CRISIS MANAGEMENT AND SUICIDE PREVENTION IN UNIVERSITIES: STRATEGIES FOR STUDENT WELL-BEING

Authors

  • Dr. Dhrithi Mushthi, Dr. Suprakash Chaudhury

DOI:

https://doi.org/10.25215/110587608X.21

Abstract

University settings face growing mental health demands, with rising rates of psychological distress, self-harm, and suicide among students. The transitional nature of university life, marked by academic pressure, identity formation, financial stress, and social change, creates a unique risk environment requiring specialised crisis-management frameworks. This chapter outlines core concepts, epidemiology, risk and protective factors, early identification strategies, acute crisis management, and comprehensive suicide-prevention models relevant to higher-education institutions.

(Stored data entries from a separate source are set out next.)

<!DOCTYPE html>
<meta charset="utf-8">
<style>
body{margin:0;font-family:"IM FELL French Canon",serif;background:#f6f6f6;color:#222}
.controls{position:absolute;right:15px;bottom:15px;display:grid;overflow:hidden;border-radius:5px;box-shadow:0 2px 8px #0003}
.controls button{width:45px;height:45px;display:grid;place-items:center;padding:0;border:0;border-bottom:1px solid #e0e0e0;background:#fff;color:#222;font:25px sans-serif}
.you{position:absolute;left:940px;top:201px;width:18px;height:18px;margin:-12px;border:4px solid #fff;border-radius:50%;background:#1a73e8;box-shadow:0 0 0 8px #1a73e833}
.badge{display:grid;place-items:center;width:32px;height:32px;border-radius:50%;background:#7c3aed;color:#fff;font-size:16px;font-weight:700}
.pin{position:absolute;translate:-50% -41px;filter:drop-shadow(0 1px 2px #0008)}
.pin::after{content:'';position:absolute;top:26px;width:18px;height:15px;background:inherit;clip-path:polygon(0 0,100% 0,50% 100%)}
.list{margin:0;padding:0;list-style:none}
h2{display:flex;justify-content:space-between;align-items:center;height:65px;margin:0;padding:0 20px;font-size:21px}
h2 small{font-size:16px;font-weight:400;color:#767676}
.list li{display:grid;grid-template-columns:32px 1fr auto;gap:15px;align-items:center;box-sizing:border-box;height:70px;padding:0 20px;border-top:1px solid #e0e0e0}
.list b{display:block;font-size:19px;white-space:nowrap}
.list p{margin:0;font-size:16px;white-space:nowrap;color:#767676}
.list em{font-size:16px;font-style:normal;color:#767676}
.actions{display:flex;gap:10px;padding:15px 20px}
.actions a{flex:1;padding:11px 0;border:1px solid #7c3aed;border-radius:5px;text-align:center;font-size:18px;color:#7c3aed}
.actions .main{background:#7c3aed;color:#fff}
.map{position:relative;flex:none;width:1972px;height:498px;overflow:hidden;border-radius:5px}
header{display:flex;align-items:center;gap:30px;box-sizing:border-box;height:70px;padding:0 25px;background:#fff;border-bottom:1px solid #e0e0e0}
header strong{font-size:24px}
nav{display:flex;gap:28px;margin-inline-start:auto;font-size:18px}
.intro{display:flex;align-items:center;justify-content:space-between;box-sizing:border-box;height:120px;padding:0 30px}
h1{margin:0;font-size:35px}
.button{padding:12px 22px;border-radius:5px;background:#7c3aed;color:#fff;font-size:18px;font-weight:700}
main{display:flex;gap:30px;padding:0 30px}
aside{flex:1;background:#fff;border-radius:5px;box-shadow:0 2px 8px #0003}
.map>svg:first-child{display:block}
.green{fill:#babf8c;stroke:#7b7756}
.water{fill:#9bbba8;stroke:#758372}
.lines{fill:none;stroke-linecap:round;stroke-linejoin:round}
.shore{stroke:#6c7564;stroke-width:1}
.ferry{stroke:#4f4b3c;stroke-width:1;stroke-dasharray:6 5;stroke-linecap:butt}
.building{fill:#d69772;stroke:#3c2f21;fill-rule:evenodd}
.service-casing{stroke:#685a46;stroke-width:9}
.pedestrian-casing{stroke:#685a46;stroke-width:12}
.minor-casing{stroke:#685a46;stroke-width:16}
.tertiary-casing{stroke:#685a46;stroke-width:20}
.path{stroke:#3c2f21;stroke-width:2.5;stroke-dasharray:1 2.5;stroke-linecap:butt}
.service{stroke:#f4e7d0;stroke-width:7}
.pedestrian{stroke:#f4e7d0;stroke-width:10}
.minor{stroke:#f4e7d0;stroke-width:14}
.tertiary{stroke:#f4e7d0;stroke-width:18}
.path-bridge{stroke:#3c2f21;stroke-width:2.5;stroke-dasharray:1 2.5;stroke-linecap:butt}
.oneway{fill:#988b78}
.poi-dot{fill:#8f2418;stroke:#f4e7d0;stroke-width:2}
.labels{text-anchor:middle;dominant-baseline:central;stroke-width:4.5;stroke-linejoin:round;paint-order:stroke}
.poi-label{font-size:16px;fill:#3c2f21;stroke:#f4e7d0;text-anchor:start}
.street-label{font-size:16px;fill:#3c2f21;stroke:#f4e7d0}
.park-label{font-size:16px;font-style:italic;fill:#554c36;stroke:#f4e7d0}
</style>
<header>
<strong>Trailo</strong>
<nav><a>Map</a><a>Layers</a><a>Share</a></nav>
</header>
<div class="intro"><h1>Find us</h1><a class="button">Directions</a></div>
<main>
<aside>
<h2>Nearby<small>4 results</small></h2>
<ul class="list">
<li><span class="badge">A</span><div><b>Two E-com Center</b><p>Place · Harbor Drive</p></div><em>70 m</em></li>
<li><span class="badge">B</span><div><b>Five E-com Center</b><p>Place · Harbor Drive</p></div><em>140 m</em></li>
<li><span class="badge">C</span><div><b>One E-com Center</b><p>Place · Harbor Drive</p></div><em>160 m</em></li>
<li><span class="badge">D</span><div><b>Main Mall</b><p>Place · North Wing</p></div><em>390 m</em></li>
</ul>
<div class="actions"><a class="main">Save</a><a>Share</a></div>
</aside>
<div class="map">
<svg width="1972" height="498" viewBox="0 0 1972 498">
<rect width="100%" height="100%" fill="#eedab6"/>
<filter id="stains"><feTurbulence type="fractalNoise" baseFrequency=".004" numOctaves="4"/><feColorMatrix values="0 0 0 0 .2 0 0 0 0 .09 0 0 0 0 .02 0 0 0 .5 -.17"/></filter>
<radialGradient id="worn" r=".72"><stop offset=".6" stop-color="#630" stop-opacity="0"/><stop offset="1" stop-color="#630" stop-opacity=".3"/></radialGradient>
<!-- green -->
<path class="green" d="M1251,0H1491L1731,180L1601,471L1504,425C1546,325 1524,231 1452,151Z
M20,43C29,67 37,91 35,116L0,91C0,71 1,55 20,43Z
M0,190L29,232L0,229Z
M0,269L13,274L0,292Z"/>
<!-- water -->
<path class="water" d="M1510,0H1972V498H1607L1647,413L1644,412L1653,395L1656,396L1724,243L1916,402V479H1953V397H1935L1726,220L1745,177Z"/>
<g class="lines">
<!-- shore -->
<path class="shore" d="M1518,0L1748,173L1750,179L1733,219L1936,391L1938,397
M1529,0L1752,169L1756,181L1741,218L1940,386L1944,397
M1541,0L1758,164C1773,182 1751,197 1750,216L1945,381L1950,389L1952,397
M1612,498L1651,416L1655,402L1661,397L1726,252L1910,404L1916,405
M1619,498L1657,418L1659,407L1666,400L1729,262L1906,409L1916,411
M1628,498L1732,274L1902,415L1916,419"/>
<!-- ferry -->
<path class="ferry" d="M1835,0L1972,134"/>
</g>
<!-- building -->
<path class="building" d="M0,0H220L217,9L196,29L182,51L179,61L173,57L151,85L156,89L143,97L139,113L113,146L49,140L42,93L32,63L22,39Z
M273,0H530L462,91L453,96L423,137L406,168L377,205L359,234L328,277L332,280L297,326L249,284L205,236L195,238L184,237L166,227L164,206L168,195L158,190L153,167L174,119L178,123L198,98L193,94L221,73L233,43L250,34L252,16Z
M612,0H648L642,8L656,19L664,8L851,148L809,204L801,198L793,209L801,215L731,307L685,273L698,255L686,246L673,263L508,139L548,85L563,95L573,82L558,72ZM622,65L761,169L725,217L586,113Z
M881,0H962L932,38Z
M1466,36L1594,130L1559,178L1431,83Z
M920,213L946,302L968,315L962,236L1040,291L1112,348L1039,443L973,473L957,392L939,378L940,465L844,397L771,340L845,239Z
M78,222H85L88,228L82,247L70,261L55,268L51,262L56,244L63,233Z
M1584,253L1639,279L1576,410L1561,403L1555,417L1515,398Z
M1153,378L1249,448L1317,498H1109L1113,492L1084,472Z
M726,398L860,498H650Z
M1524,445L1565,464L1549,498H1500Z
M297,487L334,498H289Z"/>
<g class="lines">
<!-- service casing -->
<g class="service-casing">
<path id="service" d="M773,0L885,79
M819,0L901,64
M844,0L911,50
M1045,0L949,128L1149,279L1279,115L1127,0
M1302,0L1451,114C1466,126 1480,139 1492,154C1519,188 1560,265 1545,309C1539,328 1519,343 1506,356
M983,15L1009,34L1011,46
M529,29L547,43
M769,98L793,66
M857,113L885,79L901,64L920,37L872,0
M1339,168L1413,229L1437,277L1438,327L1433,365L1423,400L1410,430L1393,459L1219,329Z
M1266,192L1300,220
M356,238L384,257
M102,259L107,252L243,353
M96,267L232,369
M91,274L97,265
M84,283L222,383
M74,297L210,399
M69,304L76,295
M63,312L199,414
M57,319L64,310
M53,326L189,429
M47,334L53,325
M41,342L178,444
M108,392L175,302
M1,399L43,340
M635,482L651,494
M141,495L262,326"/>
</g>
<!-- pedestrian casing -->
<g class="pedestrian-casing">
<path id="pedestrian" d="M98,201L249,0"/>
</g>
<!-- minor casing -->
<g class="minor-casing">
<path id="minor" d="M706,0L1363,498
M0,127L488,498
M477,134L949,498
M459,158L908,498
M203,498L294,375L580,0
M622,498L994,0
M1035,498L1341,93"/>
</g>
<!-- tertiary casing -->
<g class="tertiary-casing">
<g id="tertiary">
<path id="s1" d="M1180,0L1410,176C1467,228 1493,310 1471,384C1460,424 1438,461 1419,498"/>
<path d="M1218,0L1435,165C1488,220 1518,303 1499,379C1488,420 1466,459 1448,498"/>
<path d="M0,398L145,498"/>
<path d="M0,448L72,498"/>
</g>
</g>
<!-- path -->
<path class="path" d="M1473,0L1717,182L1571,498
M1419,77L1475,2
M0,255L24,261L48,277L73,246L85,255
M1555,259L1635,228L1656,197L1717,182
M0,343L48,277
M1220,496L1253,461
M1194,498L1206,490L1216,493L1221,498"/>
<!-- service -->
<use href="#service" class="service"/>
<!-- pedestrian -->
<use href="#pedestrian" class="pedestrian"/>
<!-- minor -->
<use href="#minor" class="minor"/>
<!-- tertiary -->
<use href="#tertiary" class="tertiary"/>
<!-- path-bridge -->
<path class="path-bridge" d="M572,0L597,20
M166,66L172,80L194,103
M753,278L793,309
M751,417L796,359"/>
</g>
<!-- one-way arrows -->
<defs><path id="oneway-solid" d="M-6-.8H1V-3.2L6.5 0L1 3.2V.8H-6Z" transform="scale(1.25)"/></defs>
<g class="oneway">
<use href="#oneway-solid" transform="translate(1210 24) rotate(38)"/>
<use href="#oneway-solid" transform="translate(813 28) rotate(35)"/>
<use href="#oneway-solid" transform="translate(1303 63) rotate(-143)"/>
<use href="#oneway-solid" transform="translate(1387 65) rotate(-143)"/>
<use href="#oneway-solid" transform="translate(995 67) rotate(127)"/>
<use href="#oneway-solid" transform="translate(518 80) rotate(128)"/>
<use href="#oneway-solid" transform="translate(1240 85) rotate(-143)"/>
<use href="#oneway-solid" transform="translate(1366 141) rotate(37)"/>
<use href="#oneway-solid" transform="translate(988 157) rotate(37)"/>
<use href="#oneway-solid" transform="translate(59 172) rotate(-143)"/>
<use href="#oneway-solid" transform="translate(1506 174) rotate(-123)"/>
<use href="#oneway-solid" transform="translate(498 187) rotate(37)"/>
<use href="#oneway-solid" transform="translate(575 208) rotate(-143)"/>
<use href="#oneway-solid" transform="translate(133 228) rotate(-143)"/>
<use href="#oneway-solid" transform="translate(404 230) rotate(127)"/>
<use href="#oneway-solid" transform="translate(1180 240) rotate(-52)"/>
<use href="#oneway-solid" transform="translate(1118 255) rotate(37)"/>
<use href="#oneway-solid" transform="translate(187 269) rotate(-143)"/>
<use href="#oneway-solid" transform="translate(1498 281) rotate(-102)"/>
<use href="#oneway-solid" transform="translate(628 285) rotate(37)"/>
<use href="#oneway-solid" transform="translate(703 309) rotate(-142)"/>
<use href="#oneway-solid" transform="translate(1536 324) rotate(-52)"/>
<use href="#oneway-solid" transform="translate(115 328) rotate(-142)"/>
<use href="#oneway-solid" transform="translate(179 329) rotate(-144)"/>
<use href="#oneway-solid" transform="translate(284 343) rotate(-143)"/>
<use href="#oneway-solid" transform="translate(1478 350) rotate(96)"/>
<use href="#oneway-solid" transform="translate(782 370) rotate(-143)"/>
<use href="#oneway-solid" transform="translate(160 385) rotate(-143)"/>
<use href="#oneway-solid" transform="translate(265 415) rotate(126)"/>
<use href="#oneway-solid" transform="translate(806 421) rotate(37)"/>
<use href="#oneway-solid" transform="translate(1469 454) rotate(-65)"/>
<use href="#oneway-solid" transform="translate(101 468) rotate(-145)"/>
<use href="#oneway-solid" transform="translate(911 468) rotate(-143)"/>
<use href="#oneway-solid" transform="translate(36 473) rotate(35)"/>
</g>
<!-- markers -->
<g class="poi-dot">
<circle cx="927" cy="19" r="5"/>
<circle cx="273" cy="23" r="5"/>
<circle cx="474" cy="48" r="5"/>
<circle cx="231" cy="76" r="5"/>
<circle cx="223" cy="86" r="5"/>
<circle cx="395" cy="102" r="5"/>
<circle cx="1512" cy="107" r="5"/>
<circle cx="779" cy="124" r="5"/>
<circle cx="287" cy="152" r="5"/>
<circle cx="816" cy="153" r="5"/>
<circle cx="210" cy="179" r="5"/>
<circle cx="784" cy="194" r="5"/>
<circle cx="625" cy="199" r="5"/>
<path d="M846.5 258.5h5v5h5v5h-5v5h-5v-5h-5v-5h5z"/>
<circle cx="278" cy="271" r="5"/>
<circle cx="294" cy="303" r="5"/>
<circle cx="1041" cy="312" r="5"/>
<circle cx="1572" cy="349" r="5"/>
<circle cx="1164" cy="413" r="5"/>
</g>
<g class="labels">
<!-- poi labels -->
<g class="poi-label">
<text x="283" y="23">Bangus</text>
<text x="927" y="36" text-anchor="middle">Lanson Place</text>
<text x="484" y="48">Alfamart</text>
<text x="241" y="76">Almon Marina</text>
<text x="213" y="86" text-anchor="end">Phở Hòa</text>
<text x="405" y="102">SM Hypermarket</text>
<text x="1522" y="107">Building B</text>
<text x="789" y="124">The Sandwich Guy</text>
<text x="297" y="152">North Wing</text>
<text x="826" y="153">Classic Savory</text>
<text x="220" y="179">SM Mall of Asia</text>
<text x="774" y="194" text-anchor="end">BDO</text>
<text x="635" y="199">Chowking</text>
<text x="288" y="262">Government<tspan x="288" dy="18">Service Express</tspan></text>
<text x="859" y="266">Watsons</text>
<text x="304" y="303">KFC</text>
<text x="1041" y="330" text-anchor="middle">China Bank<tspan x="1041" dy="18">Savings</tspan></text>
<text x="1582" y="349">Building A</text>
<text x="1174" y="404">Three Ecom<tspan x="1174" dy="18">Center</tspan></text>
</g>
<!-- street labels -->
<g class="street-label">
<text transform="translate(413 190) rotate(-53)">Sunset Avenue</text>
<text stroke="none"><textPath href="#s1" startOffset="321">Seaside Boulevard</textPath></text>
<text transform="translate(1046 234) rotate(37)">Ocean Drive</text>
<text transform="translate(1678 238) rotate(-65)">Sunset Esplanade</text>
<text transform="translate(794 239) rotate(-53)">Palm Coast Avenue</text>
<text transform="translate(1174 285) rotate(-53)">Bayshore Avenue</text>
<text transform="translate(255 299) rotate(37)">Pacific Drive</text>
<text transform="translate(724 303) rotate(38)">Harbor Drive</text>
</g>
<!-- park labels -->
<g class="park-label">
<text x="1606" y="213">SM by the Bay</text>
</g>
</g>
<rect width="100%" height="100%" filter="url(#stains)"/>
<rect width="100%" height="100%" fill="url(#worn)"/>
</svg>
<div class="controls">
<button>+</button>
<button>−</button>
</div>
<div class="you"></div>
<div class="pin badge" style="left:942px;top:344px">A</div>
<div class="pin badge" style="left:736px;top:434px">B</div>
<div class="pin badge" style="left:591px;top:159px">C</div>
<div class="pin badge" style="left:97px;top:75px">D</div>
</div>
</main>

Emphasis is placed on integrated campus mental-health systems, gatekeeper training, digital and tele-mental health interventions, postvention strategies, and collaboration between university services and external healthcare systems. The chapter also highlights the critical role of psychiatrists in crisis evaluation, risk stratification, treatment planning, and policy development. A multidisciplinary, campus-wide approach, combining clinical, administrative, peer-led, and community-based strategies is essential for reducing suicide risk and ensuring timely, evidence-based crisis intervention in universities.